In 2011, 57% of physicians said they were using an EHR, according to a survey by the Centers for Disease Control and Prevention (CDC). An SK&A telephone poll in January 2012 found that just 46% of doctors had EHRs.

The rapid increase in physician adoption of EHRs this year is directly related to the government's incentives for Meaningful Use of qualified EHRs and the penalties for not showing Meaningful Use, said Leslie Kane, executive editor of Medscape's Business of Medicine division, in an interview with InformationWeek Healthcare. Indeed, the Medscape survey indicates that 44% of the respondents had already attested to Meaningful Use and that 31% expected to within the next year.

 

In addition, Kane pointed out, peer pressure has had an effect as EHR adoption has reached critical mass. "The number of doctors stonewalling against EHRs has dropped, and people are getting on the bandwagon," she said.

That doesn't mean, however, that physicians are universally happy about the change. Twelve percent of EHR users in the survey were strongly or somewhat against the systems before they adopted them, and 14% felt that way afterwards. Similarly, 62% of users were somewhat or strongly in favor of EHRs before implementing them–a percentage that rose to 67% afterward. The percentage of doctors who were neutral about EHRs fell from 25% before to 19% after.

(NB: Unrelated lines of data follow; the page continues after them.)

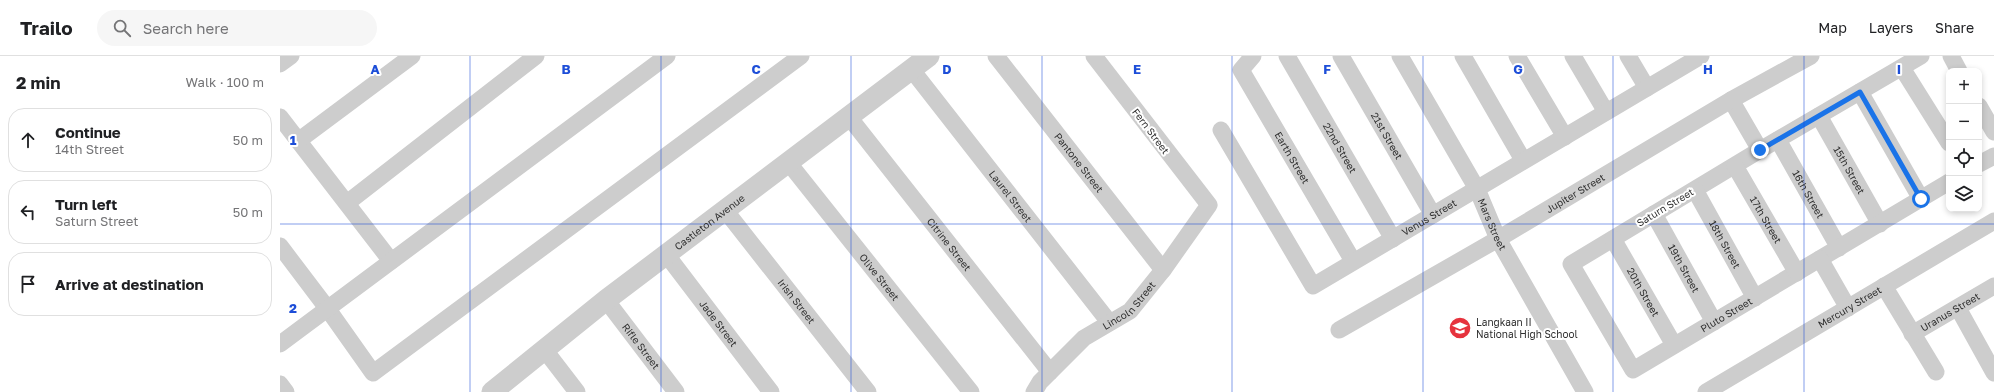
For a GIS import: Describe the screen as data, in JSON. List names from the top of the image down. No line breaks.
{"streets":{"street":["Fern Street","21st Street","22nd Street","Earth Street","Pantone Street","15th Street","Jupiter Street","16th Street","Laurel Street","Saturn Street","Venus Street","17th Street","Castleton Avenue","Mars Street","18th Street","Citrine Street","19th Street","Olive Street","20th Street","Irish Street","Lincoln Street","Mercury Street","Uranus Street","Pluto Street","Jade Street","Rifle Street"]},"crossings":[["Fern Street","Lincoln Street"],["21st Street","Venus Street"],["22nd Street","Venus Street"],["Earth Street","Venus Street"],["Pantone Street","Lincoln Street"],["15th Street","Saturn Street"],["15th Street","Pluto Street"],["Jupiter Street","Mars Street"],["16th Street","Saturn Street"],["16th Street","Pluto Street"],["Laurel Street","Castleton Avenue"],["Laurel Street","Lincoln Street"],["Saturn Street","17th Street"],["Saturn Street","18th Street"],["Saturn Street","19th Street"],["Saturn Street","20th Street"],["Saturn Street","Pluto Street"],["Venus Street","Mars Street"],["17th Street","Pluto Street"],["Castleton Avenue","Citrine Street"],["Castleton Avenue","Olive Street"],["Castleton Avenue","Irish Street"],["Castleton Avenue","Jade Street"],["Castleton Avenue","Rifle Street"],["18th Street","Pluto Street"],["Citrine Street","Lincoln Street"],["19th Street","Pluto Street"],["20th Street","Pluto Street"],["Mercury Street","Uranus Street"]],"places":{"school or university":["Langkaan II National High School"]},"page":{"header":"Trailo","search":"Search here","nav":["Map","Layers","Share"],"heading":["2 min","Walk · 100 m"],"map_buttons":["+","−"],"list":[["Continue","14th Street","50 m"],["Turn left","Saturn Street","50 m"],"Arrive at destination"]},"grid":{"columns":["A","B","C","D","E","F","G","H","I"],"rows":["1","2"]}}
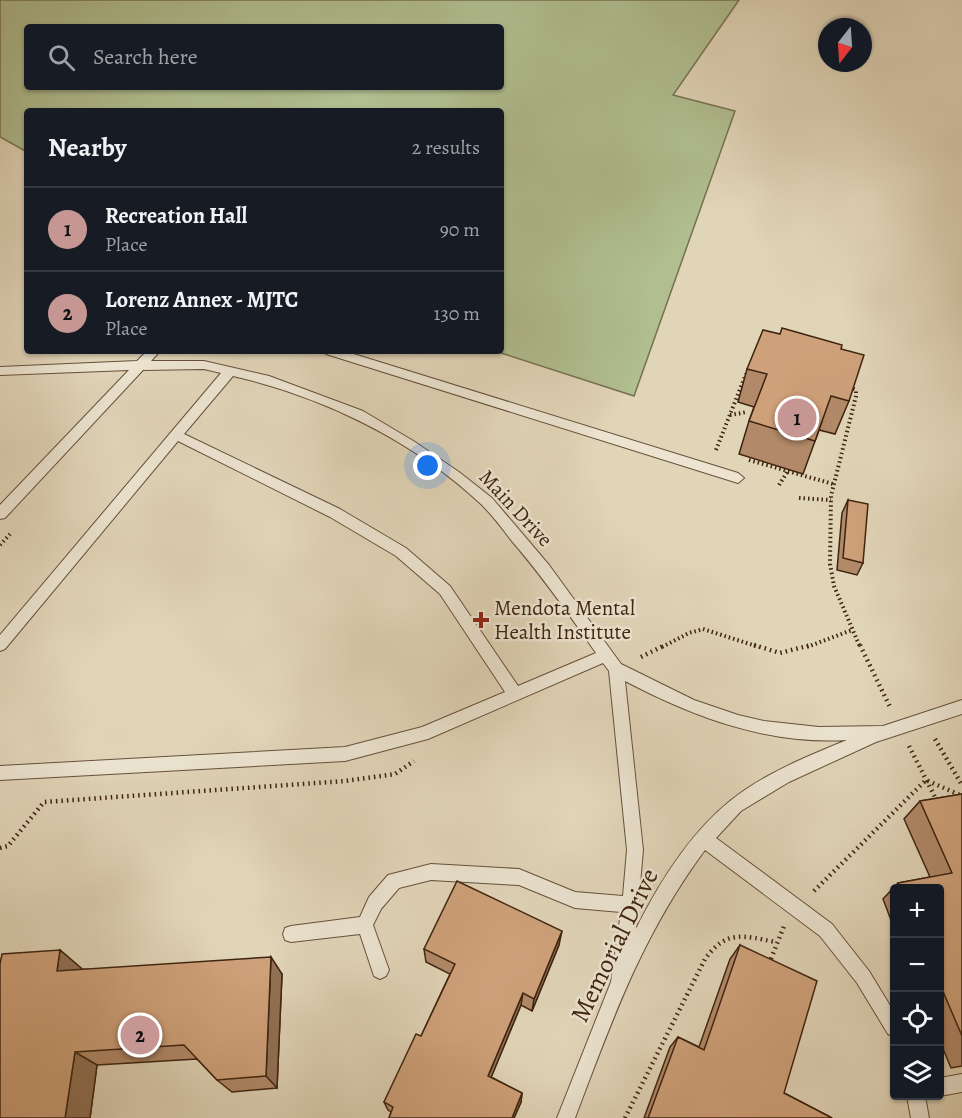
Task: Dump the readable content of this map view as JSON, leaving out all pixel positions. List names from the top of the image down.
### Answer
{
  "streets": {
    "lane": ["Main Drive", "Memorial Drive"]
  },
  "crossings": [
    ["Main Drive", "Memorial Drive"]
  ],
  "places": {
    "health": ["Mendota Mental Health Institute"]
  },
  "north": "bottom",
  "page": {
    "search": "Search here",
    "heading": ["Nearby", "2 results"],
    "list": [
      {
        "mark": "1",
        "name": "Recreation Hall",
        "note": "Place",
        "value": "90 m"
      },
      {
        "mark": "2",
        "name": "Lorenz Annex - MJTC",
        "note": "Place",
        "value": "130 m"
      }
    ],
    "pins": ["1", "2"],
    "map_buttons": ["+", "−"]
  }
}
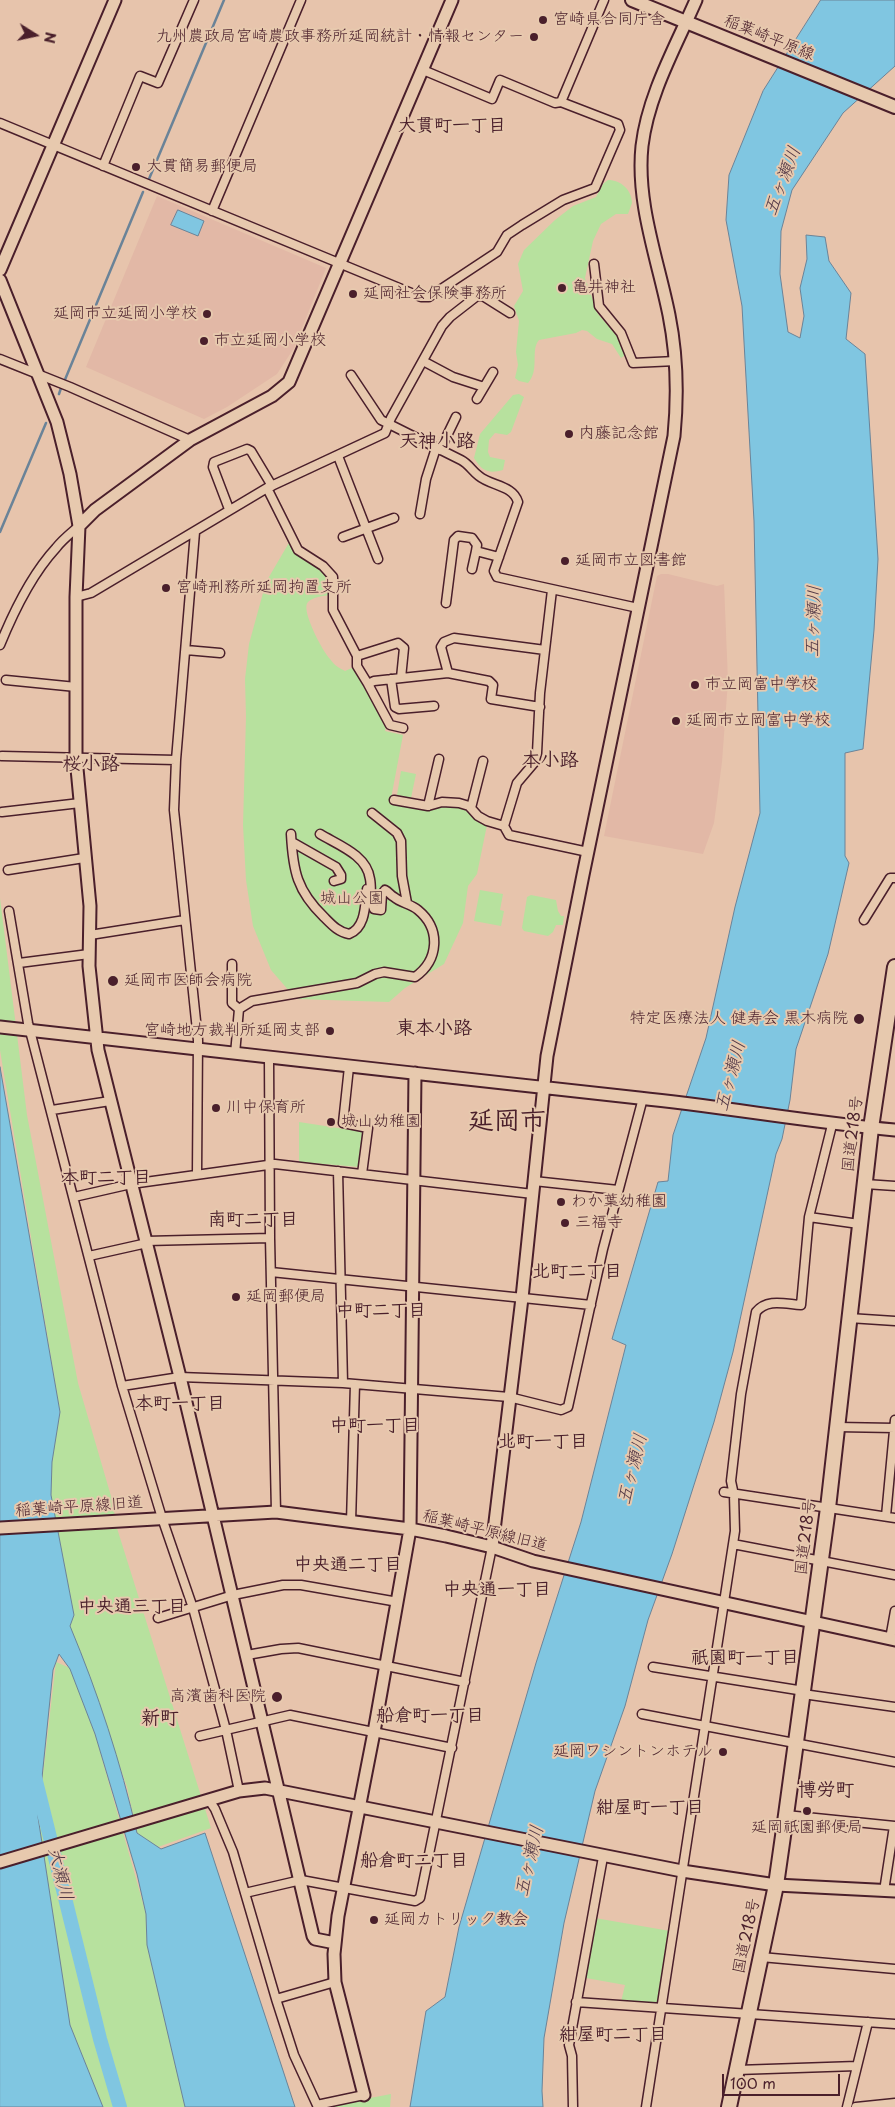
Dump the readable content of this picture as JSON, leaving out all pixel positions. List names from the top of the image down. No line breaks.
{"streets":{"highway":["国道218号"],"main road":["稲葉崎平原線"],"street":["稲葉崎平原線旧道"]},"crossings":[["国道218号","稲葉崎平原線旧道"]],"districts":["大貫町一丁目","天神小路","本小路","桜小路","東本小路","延岡市","本町二丁目","南町二丁目","北町二丁目","中町二丁目","本町一丁目","中町一丁目","北町一丁目","中央通二丁目","中央通一丁目","中央通三丁目","祇園町一丁目","船倉町一丁目","新町","博労町","紺屋町一丁目","船倉町二丁目","紺屋町二丁目"],"water":["五ヶ瀬川","大瀬川"],"parks":["城山公園"],"places":["宮崎県合同庁舎","九州農政局宮崎農政事務所延岡統計・情報センター","大貫簡易郵便局","亀井神社","延岡社会保険事務所","延岡市立延岡小学校","市立延岡小学校","内藤記念館","延岡市立図書館","宮崎刑務所延岡拘置支所","市立岡富中学校","延岡市立岡富中学校","延岡市医師会病院","特定医療法人 健寿会 黒木病院","宮崎地方裁判所延岡支部","川中保育所","城山幼稚園","わか葉幼稚園","三福寺","延岡郵便局","高濱歯科医院","延岡ワシントンホテル","延岡祇園郵便局","延岡カトリック教会"],"scale_bar":"100 m","north":"right"}
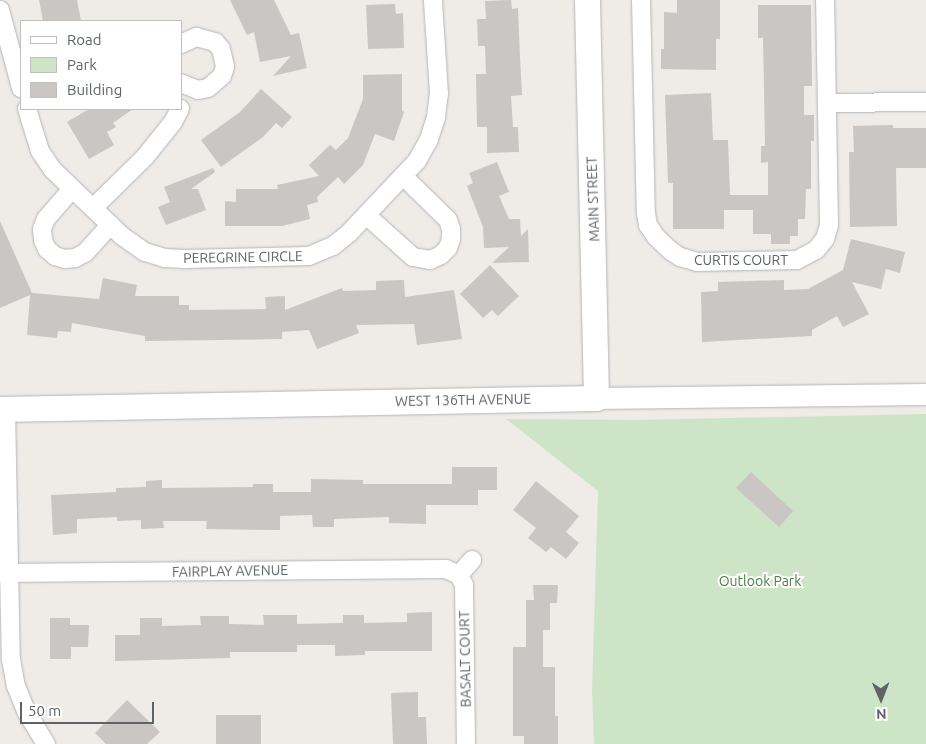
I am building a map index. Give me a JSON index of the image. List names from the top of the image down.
{
  "streets": {
    "main road": ["MAIN STREET", "WEST 136TH AVENUE"],
    "street": [
      "PEREGRINE CIRCLE",
      "CURTIS COURT",
      "FAIRPLAY AVENUE",
      "BASALT COURT"
    ]
  },
  "crossings": [
    ["MAIN STREET", "WEST 136TH AVENUE"],
    ["FAIRPLAY AVENUE", "BASALT COURT"]
  ],
  "parks": ["Outlook Park"],
  "legend": ["Road", "Park", "Building"],
  "scale_bar": "50 m",
  "north": "bottom"
}
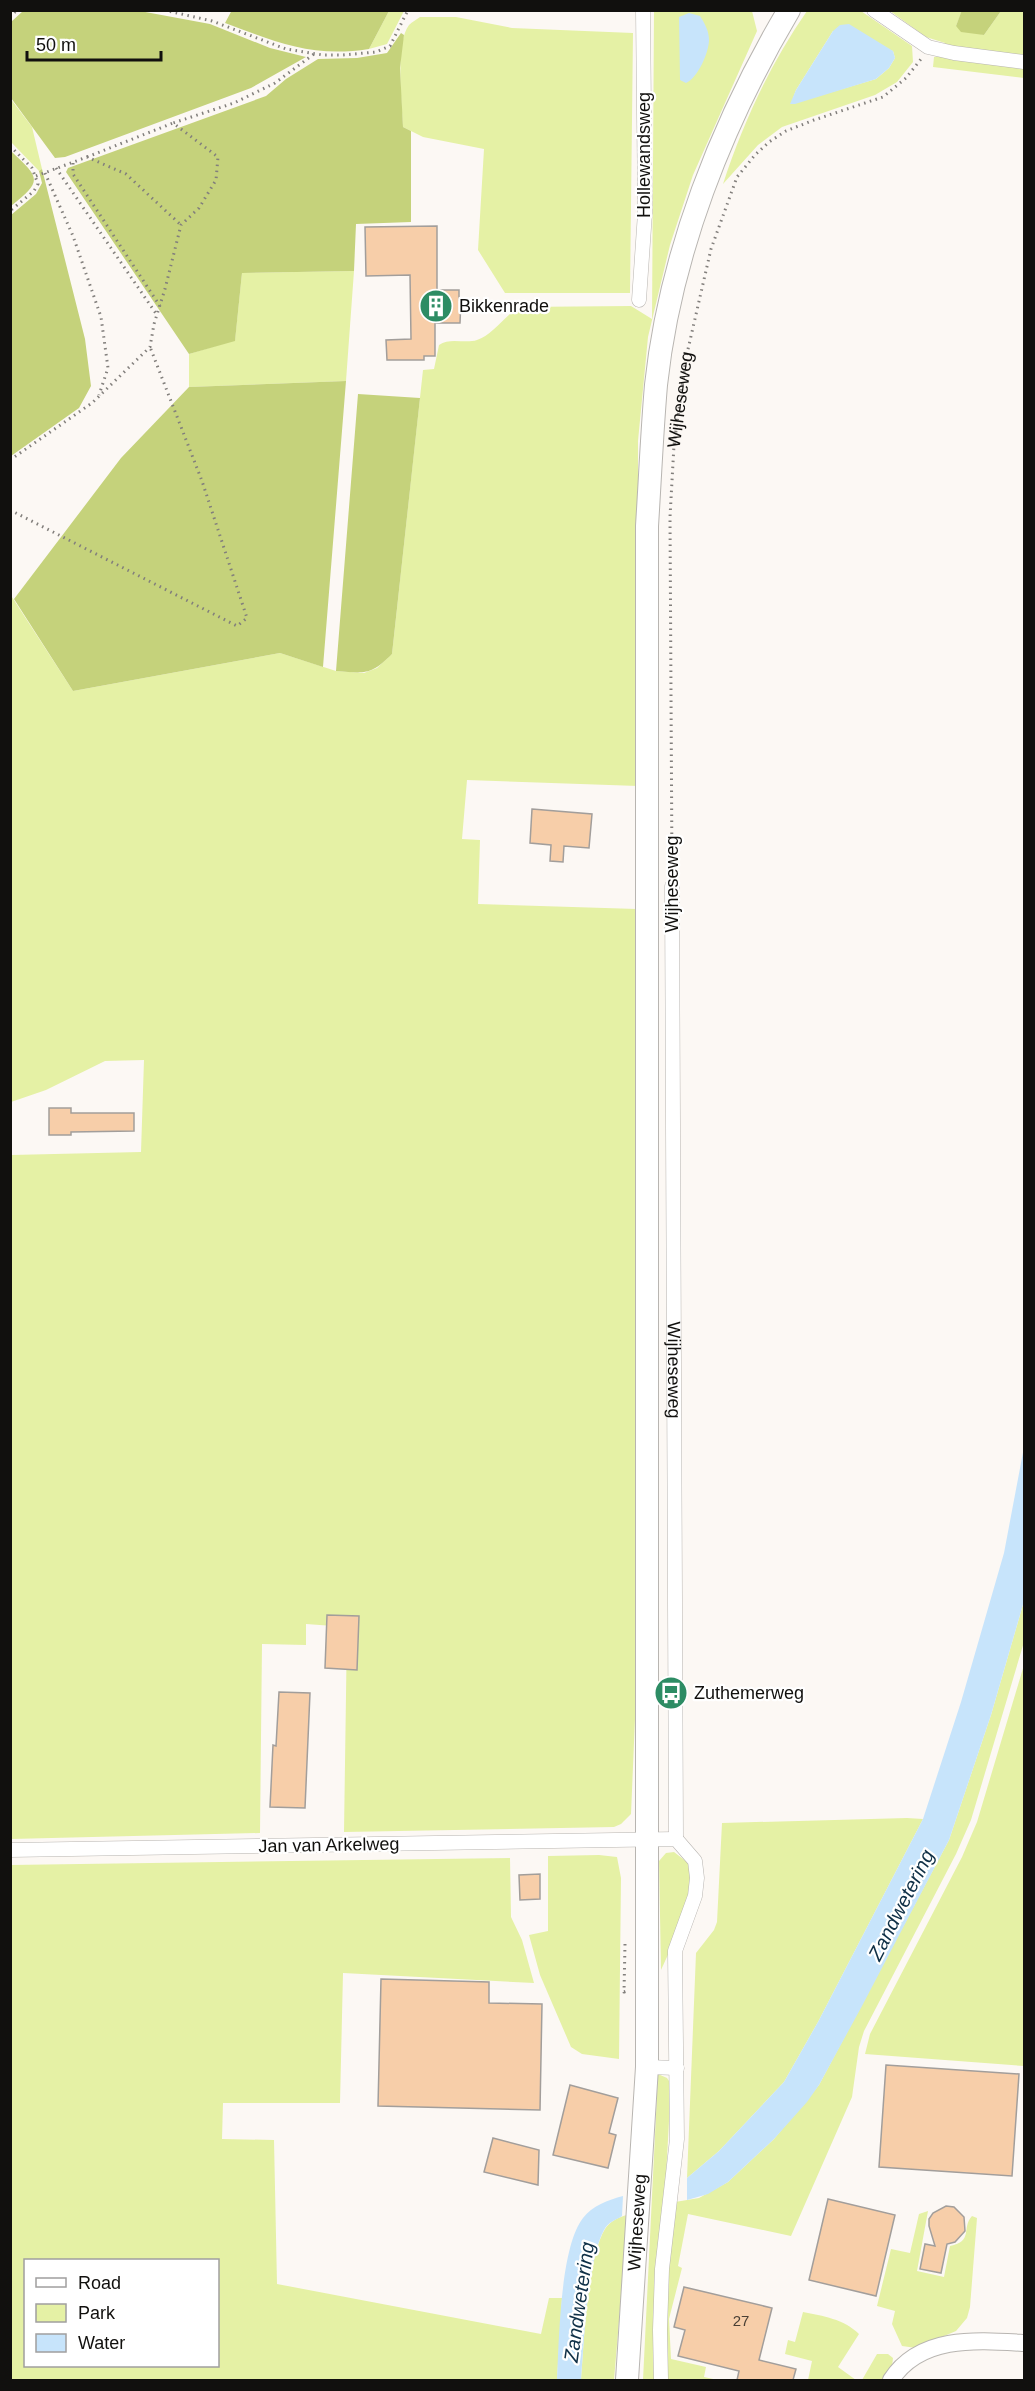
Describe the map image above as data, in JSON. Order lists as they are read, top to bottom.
{
  "streets": {
    "main road": ["Wijheseweg"],
    "street": ["Hollewandsweg", "Jan van Arkelweg"]
  },
  "crossings": [
    ["Wijheseweg", "Jan van Arkelweg"]
  ],
  "water": ["Zandwetering"],
  "places": {
    "building": ["Bikkenrade"],
    "bus stop": ["Zuthemerweg"]
  },
  "house_numbers": ["27"],
  "legend": ["Road", "Park", "Water"],
  "scale_bar": "50 m"
}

To Kane, these findings indicate the importance of preparing physicians for EHR implementation. "The message to practices is to get doctors psyched beforehand, because how they feel about it before, they'll feel afterwards."

Twenty-six percent of respondents said that EHR adoption had reduced their productivity, but 15% said their productivity had increased. And while 30% of the doctors said that EHRs had negatively affected their relationships with patients, 36% said those relationships had improved.

Kane attributed much of the differences in the responses about productivity to differences in the amount of training that physicians received from vendors or hospitals. Those who received good training and support, she said, tend to adapt better and lose less productivity.

Based on comments from some respondents, many physicians find EHRs reduce their eye contact with patients. There are proven methods of avoiding this problem, Kane said.

Nearly a quarter of respondents found that EHRs increased efficiency, but only 6% said they helped increase practice revenue, and 5% said they lowered costs. So it does not appear that many doctors earned more as a result of using EHRs.

The majority of respondents did not know how much their systems cost. That may be because nearly half of them were in groups of 11 or more doctors. Among those who did know, most respondents with practice-based systems said they cost $10,000-$35,000 per physician. Monthly charges for Web-based EHRs ranged from under $300 to more than $700 per provider per month.

The most widely used EHRs, in order, were Epic, Allscripts, Cerner, GE Centricity, eClinicalWorks, NextGen, and Meditech. But the top-ranked EHRs among users were quite different: Amazing Charts, Practice Fusion, VA-CPRS (the Department of Veterans Affair's VistA EHR), Medent, e-MDs, Epic, athenahealth, eClinicalWorks, and Sage, in descending order.